After you get your new continuous integration build initially configured you get to sit back and enjoy the fruits of your build labor. You check in your code and watch your build pipeline magically spring into action. As you progress you might add a branch spec or two and now you are down the road to thinking about an automated release pipeline as well. During the life cycle of your project your team is committing many times daily on topic branches, pull-requests and your watching release branches land in production. Possibly you are even deploying your infrastructure from your pipeline as well. For this back to basics post we are just talking about the continuous integration portion of the process.

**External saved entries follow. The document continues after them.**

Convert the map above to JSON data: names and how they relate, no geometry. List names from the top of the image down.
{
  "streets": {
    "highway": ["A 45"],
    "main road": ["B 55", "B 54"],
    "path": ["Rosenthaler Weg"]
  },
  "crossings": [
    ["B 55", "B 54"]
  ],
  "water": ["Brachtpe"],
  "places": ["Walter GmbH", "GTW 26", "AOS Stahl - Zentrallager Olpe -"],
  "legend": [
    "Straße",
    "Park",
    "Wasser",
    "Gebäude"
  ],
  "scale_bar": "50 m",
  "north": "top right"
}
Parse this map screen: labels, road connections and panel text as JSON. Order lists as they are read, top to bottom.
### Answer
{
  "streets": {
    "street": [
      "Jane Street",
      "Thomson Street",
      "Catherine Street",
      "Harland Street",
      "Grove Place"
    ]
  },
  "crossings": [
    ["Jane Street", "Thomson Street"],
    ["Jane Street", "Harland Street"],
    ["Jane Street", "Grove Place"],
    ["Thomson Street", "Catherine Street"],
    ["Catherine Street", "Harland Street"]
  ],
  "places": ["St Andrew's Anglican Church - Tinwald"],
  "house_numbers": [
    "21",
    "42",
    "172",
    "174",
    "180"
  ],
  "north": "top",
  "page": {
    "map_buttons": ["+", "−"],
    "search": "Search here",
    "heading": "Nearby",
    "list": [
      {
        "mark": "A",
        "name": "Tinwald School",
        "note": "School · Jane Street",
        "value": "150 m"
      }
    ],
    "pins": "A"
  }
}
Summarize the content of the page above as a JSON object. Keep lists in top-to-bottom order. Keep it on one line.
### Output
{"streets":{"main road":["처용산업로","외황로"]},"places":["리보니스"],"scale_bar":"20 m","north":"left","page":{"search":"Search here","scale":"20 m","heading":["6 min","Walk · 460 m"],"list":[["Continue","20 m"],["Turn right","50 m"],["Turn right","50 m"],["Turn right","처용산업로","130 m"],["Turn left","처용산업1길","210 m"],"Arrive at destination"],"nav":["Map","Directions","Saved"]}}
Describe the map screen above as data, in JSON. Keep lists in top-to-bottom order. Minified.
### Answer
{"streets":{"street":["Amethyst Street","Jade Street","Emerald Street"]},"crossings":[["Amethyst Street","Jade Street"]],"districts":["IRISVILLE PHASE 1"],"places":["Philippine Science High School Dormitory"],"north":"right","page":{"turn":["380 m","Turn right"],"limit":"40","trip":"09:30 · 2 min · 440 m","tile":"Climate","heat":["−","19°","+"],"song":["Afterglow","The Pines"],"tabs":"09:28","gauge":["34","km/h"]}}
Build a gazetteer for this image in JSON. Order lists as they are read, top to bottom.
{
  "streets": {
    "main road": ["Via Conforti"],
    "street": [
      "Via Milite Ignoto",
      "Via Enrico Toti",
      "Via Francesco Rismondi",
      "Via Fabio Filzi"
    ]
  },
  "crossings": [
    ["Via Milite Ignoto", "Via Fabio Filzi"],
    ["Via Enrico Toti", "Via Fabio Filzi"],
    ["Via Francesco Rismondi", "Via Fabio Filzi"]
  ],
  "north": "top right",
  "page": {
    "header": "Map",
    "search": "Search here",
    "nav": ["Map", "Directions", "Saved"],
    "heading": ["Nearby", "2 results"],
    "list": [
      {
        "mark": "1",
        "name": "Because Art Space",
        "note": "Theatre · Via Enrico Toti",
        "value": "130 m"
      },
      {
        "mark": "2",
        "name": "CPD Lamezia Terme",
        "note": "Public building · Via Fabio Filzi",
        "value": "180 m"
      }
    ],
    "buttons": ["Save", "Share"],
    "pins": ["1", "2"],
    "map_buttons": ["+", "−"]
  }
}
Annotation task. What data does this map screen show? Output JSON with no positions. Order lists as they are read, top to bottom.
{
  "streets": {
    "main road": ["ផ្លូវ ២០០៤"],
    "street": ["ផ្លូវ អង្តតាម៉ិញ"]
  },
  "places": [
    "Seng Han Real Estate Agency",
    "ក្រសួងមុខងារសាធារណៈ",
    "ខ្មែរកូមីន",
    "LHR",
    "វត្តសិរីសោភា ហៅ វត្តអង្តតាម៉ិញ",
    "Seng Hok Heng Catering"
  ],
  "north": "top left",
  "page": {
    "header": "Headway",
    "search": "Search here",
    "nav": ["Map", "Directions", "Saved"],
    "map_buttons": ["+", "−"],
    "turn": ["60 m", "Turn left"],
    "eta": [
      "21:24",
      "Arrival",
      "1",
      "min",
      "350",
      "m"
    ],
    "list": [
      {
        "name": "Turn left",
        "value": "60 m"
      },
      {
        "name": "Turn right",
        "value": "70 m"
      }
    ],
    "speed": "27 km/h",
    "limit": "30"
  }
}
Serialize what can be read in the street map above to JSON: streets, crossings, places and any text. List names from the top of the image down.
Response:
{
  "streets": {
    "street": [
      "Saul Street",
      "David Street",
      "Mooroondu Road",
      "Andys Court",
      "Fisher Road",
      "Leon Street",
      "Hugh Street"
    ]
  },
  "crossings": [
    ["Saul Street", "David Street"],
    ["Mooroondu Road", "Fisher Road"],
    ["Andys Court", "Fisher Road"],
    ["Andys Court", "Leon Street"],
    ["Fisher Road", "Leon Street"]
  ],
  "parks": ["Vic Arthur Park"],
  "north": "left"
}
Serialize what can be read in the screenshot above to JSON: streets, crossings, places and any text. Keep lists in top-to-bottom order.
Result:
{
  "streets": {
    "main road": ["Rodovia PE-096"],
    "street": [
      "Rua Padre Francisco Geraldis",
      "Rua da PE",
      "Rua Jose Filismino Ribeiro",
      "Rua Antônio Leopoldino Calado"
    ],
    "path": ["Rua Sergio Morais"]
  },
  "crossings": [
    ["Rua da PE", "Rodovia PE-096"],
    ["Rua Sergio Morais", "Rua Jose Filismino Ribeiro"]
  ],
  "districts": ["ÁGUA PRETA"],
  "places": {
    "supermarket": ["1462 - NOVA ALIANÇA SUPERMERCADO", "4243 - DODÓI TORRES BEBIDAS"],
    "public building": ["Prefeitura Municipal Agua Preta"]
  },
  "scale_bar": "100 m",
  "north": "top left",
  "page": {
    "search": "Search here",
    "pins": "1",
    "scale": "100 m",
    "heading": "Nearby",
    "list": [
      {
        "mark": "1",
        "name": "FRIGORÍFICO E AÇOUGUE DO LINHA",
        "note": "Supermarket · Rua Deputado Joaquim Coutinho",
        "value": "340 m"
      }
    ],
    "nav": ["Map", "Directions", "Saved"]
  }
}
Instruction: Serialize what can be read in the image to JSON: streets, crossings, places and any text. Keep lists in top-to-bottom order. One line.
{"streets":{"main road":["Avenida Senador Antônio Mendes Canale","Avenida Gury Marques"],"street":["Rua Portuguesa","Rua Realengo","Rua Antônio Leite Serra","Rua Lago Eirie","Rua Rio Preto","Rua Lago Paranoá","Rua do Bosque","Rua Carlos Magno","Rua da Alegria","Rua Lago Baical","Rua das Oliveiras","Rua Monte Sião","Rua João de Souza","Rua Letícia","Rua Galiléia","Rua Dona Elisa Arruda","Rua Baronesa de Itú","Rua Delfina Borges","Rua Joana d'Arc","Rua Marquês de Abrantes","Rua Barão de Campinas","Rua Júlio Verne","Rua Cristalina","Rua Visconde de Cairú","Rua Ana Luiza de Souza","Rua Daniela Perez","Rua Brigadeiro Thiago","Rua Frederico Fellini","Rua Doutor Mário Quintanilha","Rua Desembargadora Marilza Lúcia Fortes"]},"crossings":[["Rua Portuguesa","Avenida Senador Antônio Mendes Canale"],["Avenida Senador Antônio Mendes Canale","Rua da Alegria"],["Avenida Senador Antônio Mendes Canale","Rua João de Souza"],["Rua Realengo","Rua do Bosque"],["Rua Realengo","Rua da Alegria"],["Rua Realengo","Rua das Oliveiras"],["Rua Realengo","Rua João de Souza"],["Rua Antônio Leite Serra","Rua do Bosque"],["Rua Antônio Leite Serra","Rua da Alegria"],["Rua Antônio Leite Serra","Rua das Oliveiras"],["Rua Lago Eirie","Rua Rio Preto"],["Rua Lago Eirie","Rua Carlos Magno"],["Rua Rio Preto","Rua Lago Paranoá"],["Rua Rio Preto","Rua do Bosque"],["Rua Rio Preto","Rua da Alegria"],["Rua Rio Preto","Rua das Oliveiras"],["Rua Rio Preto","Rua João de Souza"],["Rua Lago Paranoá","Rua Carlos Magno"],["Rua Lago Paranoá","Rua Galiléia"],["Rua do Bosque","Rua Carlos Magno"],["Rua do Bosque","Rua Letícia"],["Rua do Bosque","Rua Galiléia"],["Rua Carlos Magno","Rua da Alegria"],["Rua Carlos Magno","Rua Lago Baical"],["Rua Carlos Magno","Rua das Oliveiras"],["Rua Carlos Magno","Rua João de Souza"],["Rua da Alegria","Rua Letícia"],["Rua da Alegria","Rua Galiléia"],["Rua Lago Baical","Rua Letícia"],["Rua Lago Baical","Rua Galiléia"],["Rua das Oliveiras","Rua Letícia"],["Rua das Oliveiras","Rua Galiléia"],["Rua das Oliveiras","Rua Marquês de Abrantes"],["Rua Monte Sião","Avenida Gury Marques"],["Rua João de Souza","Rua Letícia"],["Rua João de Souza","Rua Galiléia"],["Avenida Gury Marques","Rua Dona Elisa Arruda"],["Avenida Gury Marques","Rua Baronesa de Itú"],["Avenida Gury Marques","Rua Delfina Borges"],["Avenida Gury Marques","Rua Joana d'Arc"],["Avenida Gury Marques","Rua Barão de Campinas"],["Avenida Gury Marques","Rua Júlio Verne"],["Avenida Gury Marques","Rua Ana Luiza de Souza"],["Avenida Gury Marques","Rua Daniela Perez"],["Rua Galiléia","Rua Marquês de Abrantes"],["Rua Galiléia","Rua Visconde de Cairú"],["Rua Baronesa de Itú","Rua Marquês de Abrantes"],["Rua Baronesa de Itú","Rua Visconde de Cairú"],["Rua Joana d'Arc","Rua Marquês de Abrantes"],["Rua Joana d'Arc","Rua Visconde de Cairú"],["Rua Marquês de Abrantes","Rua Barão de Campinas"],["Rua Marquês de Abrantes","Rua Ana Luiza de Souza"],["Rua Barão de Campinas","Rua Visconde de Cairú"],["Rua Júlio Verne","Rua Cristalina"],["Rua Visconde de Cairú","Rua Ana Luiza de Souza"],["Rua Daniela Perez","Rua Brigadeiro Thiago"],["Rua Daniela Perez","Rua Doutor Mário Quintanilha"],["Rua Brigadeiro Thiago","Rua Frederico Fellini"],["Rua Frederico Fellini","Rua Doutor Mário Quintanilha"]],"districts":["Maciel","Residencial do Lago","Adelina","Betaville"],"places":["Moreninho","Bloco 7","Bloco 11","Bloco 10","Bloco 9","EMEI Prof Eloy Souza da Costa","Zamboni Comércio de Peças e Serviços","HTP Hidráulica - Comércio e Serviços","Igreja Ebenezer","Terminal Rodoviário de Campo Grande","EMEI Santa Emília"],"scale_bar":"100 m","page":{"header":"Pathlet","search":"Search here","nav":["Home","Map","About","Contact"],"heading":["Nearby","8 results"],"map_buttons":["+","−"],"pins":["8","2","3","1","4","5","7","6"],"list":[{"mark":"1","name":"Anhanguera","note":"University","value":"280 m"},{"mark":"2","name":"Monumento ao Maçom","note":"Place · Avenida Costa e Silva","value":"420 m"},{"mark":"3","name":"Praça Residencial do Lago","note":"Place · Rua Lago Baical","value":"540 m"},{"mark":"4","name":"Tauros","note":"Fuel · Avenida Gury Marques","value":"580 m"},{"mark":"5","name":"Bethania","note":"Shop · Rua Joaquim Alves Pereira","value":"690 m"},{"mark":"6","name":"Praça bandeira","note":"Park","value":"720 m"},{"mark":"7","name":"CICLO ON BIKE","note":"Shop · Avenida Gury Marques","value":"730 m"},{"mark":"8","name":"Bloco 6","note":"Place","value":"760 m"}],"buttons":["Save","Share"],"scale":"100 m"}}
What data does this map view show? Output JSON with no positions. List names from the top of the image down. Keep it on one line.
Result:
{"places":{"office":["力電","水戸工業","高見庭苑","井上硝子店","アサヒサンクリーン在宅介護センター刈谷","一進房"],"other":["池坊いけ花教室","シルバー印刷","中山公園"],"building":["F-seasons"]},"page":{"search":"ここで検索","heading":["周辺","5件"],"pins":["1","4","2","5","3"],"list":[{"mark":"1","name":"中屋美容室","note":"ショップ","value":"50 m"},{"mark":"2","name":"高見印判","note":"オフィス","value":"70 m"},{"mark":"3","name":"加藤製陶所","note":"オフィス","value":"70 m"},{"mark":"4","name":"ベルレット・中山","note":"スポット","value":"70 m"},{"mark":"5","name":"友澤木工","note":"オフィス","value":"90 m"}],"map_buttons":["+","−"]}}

As your project moves forward you hit your launch date, your customers are thrilled with the service you are providing and the business is thrilled with the value you have provided. Your project goes into a get a little bit of a stability and you're on another project or at least a little more time passes between feature releases. This is a very common scenario for companies with just a few developers who are tasked with writing customer software, supporting out-of-the-box products as well as helping help desk with ticket in various capacities. What ever the reason a bit of a drought appears in your commit graph.
You either will get lucky and you will not notice anything. You start committing again and don't notice anything. As all luck has a shelf life yours will run out and you will return to your little project with broken build in your hands and you're not sure why it had mysteriously broke.
So what happened?
During that period of no commits your operations folks patched your build agent, or some of your version unspecific project dependencies were updated, or your hosted build agent on your CICD pipeline service updated a a SDK for which you were only calling out for a I-do-not-care default.
There are a number reasons that can can cause this but since you were not building anymore you didn't get notification of any build failures to warn you about the changed situation until you were airdropped back into the project for a quick fix. Instead of cutting a hotfix branch to to get fast tracked into production the night before Black Friday you are now you're looking for the razor to clean up that certain bovine.
Yak Shaving is something that's tangental to what you should be doing, and not necessary.
The Simple Fix
Add a scheduled trigger to your builds so that at a very minimum your
master branch builds on a nightly basis. If you are using a branching strategy where you having some other unmerged branches you might consider adding scheduled builds for those as well. Some projects I will have builds scheduled for
hotfix/* but those types of deciesions are a case-by-case basis.
Repeat after me
I will put my builds on a scheduled trigger along with my commit
Side Note I just ran into a CI build that has not been run in 130 days and I'm scared to run it.